_What you are asked to do:_
Your answer must contain each line of the listing in which "stream" appears, copied in full.

[Opening Entries provided section]

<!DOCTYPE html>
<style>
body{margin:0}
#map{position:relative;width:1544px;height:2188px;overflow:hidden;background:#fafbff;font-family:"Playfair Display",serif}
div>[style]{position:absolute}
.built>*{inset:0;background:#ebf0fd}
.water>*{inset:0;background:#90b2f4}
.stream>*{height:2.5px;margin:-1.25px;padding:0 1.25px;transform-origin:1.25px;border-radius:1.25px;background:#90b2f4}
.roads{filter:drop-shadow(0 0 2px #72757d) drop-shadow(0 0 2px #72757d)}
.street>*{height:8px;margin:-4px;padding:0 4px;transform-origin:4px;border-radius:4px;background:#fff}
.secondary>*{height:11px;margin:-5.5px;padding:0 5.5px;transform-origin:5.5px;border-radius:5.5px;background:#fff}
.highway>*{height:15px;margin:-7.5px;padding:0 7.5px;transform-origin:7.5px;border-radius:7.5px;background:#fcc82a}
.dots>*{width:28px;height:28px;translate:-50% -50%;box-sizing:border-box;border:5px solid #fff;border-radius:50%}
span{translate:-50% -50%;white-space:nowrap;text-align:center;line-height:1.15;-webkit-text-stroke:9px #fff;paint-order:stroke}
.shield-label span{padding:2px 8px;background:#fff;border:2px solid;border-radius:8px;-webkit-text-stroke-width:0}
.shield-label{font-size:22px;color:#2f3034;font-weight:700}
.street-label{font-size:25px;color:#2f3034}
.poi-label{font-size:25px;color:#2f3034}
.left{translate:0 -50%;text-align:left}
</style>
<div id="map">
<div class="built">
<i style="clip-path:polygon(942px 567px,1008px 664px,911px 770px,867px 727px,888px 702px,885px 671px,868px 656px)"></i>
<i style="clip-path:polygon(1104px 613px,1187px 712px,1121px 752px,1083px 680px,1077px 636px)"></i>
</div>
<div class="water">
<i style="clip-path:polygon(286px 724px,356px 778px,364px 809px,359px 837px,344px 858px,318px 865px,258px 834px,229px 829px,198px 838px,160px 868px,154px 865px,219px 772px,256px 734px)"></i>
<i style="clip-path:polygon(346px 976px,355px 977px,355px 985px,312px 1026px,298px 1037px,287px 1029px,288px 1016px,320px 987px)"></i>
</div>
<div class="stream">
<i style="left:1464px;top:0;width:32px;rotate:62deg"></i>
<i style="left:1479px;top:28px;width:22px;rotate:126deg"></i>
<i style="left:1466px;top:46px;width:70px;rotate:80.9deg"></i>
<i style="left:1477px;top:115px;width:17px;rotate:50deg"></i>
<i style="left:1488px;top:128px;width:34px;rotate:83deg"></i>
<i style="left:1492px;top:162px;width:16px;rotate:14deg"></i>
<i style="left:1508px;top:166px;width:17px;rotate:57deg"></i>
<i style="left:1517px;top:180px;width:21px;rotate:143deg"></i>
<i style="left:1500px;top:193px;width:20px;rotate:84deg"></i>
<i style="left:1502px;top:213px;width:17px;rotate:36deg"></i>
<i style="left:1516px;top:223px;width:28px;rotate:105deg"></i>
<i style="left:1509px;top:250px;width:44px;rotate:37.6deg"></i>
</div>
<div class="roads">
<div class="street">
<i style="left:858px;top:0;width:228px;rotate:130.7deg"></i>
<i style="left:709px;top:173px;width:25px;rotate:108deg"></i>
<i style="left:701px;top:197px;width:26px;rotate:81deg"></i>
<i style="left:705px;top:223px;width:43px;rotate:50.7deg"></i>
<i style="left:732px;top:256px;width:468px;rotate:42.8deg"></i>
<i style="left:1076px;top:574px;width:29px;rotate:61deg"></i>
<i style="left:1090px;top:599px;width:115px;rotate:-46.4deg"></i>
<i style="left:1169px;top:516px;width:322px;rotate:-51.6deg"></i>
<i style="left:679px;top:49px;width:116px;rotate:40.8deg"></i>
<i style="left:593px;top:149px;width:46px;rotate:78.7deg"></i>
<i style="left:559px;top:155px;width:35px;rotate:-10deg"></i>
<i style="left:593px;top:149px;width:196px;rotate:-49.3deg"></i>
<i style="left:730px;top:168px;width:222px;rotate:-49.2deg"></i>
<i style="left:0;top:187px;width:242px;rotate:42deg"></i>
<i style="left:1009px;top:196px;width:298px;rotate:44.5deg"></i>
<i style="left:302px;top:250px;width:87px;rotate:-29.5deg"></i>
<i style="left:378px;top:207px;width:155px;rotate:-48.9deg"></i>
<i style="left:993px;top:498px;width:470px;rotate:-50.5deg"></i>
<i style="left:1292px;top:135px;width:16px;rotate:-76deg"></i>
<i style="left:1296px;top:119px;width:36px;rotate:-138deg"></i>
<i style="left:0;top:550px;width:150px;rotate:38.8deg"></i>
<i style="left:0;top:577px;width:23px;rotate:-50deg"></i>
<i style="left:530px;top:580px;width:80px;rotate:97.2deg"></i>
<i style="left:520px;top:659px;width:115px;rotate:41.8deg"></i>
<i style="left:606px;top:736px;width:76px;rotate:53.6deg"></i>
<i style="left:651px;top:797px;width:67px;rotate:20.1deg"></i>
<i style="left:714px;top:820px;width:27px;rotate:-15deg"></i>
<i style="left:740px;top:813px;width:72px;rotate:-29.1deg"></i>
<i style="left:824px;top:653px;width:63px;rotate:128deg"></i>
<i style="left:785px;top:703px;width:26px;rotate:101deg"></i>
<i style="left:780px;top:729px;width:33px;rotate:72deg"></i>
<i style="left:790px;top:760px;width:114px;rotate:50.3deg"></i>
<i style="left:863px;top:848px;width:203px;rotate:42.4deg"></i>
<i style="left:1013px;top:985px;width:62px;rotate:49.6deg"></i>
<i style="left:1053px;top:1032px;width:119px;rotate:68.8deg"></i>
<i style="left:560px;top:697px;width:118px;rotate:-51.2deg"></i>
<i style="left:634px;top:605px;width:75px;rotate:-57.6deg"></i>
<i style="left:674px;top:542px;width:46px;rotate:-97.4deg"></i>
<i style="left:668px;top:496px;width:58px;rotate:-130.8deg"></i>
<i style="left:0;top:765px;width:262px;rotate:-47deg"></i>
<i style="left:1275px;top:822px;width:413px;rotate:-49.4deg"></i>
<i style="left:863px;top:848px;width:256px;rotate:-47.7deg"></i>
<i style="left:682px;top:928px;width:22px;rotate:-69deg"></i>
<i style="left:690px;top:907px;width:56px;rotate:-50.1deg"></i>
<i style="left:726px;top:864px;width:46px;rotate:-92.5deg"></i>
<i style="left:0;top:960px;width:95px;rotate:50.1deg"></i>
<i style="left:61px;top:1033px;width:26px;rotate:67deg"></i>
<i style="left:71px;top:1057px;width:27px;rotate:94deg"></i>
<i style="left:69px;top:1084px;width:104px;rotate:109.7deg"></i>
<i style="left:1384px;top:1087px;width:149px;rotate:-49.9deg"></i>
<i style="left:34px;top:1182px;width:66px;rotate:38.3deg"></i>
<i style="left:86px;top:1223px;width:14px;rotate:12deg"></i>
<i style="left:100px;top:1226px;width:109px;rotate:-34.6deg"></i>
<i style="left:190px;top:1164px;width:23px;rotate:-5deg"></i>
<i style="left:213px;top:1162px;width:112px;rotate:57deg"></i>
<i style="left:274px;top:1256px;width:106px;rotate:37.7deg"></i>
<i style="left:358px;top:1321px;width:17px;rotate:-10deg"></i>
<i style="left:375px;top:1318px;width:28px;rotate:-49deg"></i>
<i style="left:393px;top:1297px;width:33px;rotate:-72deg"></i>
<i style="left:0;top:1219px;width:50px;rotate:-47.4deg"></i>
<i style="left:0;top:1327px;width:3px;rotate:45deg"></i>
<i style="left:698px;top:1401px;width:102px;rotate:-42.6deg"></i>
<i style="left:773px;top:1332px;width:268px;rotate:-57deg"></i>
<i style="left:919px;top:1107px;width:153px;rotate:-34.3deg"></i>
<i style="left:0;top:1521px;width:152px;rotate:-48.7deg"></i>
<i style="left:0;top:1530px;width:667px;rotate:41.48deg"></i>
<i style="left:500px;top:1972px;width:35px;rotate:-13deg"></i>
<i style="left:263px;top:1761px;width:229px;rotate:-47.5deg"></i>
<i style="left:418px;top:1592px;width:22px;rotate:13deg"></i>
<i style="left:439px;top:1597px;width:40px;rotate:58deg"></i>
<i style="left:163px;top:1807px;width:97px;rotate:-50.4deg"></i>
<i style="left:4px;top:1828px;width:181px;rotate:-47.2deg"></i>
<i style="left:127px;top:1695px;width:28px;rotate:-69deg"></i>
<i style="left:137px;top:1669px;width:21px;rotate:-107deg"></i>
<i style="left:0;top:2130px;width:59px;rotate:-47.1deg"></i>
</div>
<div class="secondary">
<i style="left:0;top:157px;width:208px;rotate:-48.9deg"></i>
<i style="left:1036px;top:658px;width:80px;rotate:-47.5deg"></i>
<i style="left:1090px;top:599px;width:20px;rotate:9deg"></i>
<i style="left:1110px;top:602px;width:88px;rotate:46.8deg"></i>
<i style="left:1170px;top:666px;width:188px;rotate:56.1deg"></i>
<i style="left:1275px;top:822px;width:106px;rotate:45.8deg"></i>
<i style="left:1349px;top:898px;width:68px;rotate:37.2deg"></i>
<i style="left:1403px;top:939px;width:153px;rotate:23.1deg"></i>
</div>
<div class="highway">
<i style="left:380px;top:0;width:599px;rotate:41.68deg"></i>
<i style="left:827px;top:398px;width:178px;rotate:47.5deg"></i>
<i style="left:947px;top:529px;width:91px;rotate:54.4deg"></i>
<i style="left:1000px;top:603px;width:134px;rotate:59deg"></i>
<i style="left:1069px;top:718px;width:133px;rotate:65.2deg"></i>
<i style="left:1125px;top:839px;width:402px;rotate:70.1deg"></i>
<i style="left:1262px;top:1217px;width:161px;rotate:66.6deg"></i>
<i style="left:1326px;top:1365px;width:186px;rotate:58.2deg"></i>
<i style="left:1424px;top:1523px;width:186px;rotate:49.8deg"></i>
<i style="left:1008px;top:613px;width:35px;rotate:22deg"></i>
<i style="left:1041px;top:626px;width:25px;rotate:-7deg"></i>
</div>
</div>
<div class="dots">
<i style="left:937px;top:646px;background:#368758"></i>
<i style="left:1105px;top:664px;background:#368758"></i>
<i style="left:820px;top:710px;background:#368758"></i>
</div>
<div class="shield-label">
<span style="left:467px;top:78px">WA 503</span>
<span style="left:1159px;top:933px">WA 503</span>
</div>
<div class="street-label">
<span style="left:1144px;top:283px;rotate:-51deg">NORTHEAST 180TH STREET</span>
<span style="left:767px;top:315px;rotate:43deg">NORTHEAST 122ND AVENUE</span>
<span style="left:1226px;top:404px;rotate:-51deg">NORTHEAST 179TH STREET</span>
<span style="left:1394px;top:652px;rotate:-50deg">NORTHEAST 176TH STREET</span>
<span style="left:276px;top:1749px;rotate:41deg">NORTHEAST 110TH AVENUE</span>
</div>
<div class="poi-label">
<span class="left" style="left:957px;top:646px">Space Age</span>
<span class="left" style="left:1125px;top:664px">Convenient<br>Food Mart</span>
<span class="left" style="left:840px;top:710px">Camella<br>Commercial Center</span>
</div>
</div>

[Closing Entries provided section]

_Answer box:_
.stream>*{height:2.5px;margin:-1.25px;padding:0 1.25px;transform-origin:1.25px;border-radius:1.25px;background:#90b2f4}
<div class="stream">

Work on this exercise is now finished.